The clinical symptoms of malaria are caused by asexually replicating parasites, but malaria parasite transmission requires that a subpopulation of parasites undergo sexual differentiation. In the species of parasite responsible for the most virulent form of malaria, Plasmodium falciparum, complete maturation into mature stage V gametocytes takes 10 to 12 days in the human host. Once stage V gametocytes are taken up by a mosquito, gametogenesis is stimulated and, after fertilization, the zygote differentiates into an ookinete. The ookinete then migrates to the basal surface of the midgut and forms an oocyst, where tens of thousands of infectious sporozoites are produced.

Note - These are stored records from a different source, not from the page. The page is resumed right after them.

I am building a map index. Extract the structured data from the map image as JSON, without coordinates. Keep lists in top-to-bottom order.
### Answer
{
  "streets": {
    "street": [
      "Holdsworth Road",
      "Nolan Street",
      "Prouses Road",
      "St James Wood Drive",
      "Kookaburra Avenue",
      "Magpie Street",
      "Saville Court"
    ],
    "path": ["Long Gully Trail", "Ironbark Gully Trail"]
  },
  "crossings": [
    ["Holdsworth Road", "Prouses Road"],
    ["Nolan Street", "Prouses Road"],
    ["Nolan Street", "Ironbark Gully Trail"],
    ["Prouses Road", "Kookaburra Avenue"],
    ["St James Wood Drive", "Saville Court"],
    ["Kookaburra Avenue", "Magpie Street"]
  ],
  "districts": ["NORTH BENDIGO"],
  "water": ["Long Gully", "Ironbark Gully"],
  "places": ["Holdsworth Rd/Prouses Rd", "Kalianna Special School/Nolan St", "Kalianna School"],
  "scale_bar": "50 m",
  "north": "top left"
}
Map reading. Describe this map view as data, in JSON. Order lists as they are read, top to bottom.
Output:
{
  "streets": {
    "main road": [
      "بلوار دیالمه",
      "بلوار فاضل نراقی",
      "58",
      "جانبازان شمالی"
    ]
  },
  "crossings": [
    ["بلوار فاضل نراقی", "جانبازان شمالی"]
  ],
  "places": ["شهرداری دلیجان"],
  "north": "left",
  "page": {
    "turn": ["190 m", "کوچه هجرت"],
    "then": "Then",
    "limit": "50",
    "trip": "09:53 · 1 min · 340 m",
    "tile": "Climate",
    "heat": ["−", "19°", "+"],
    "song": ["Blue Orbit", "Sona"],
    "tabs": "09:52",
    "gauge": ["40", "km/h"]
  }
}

Both asexual and sexual stage parasites are present concurrently in an infected individual and therefore would both be exposed to antimalarial drugs. However, gametocytes have been found to be resistant to many of the commonly used antimalarials, such as the 4-aminoquinolines; and sulfadoxine-pyrimethamine has been reported to increase the production of gametocytes, which could enhance transmission (2, 12, 21, 36). Consequently, even after successful treatment for clinical symptoms, an individual can still transmit the malaria parasite for at least a week. Therefore, it is important to develop therapeutic agents that effectively inhibit both asexual and sexual stage parasites.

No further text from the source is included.